La encontró colgando la ropa en el jardín de jacarandas, con el sol de junio atravesando sus hermosas piernas que se reflejaban con delicadeza bajo su vestido blanco. Reconoció de inmediato esos muslos bronceados y esa gracia en sus movimientos, el baile diario de su cuerpo. Por un momento retornó a una imagen cegadora que lo situaba en tiempos remotos. El cielo era el más brillante que jamás había evocado. Se aproximó con pasos trémulos, colándose entre las orquídeas empapadas de un rocío mañanero que les daba el aspecto de ser de cristal. Una amapola escarlata reposaba entrelazada en sus cabellos inacabables y contempló su entonces serena figura, incipiente y pensativa. Se encontraba rodeada de miles de mariposas índigas que revoloteaban alrededor su torso, sin embargo, ella aparentaba no darse cuenta, absorta en su trabajo mundano. Fue en aquel momento, extasiado por su retrato inverosímil, que rozó accidentalmente una sábana bordada de engendros quiméricos, haciendo que ella advirtiera su presencia. Durante segundos que semejaron años, se vieron directamente a los ojos y observó sus luceros escarlatas. Un sentimiento de delirio desbordó sus entrañas. Aquella peripecia de amor acabaría por cambiar el rumbo de su destino, más en esos días que desconocía su decrepitud futura.

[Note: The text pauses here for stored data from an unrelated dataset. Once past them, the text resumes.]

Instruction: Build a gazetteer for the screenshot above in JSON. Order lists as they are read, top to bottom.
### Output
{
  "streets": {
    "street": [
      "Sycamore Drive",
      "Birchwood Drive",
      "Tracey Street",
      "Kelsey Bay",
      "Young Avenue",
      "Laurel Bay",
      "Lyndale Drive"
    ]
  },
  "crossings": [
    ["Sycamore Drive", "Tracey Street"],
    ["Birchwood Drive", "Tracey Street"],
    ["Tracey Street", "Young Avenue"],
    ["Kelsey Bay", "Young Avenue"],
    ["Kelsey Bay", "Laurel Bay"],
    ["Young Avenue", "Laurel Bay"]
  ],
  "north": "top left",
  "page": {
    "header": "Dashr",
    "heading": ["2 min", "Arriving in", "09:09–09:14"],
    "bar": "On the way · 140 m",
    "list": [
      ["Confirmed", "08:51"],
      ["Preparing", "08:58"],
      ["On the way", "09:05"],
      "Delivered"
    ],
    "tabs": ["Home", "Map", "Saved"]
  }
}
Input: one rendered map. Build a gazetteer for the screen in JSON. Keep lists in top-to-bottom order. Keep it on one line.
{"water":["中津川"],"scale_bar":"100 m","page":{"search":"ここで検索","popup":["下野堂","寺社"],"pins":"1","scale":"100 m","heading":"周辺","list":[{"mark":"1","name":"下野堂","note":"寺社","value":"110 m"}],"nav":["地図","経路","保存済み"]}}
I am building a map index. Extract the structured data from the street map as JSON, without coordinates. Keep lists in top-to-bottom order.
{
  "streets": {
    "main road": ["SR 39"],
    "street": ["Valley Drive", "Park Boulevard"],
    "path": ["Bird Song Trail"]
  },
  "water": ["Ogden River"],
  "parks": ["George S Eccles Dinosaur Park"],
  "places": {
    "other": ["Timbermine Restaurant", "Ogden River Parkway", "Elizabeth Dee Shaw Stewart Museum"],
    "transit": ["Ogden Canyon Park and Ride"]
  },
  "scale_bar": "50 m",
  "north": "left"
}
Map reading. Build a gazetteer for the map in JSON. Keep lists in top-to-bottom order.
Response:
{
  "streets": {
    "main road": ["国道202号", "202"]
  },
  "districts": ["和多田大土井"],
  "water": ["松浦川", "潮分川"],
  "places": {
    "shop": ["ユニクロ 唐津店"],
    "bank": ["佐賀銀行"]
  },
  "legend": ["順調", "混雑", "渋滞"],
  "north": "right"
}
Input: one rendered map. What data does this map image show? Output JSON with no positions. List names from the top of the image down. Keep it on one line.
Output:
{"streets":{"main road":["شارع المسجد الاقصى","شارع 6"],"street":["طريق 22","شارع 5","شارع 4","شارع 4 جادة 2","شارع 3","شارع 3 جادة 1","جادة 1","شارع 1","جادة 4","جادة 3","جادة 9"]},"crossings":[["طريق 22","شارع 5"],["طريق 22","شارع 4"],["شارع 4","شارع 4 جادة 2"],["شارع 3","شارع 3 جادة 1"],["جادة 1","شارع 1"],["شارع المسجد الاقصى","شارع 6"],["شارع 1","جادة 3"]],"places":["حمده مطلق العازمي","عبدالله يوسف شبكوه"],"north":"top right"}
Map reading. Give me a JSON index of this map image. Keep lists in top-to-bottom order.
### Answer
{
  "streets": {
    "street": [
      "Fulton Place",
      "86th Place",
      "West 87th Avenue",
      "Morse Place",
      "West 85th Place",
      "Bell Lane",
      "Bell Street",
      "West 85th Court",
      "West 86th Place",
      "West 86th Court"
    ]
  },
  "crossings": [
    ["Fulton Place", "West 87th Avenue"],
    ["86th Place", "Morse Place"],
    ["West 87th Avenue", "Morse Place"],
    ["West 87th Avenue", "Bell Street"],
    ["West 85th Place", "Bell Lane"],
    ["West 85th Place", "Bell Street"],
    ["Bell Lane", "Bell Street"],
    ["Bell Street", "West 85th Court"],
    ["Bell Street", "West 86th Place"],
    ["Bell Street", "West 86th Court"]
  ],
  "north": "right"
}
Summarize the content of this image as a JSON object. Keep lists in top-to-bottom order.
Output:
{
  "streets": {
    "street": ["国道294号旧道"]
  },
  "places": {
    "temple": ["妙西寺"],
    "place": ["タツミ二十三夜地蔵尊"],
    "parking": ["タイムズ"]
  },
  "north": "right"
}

Cuando la visión milenaria se desvaneció, reparó en el destierro de las orquídeas, la desaparición de las mariposas y la falta de amapola en su melena cobriza, ahora a la altura de los hombros. De su rostro se había disipado la ignorancia de la juventud y poseía un aire de adultez. Procuró no tropezar con la manta confeccionada con seres bizarros para evitar colisionar con la realidad. No obstante, ella ya no era igual de inconsciente, sabía perfectamente que estaba allí, pues había memorizado sus pasos, su aroma a tierra mojada. En otros tiempos habría corrido hasta sus brazos, pero ya era demasiado tarde, estaba cansada del silencio. Vete –susurró sin mirarlo–. Él lloró, al principio apaciblemente y luego tormentosamente, reparando que era la primera vez que sus ojos se humedecían. Por favor, he venido desde muy lejos… –suplicó. Ella no contestó. No quería verlo, no después de tanto. Desesperado, sujetó su mano, trató de besarla, trató de imaginar que era inmune al paso del tiempo. En ese momento ella destapó una herida en su pecho y la señaló para que él la examinara. Él no podía entender qué quería decir y simplemente sucumbió al llanto, sintiéndose terriblemente culpable. Ella retiró suavemente sus extremidades agonizantes y cerró la puerta.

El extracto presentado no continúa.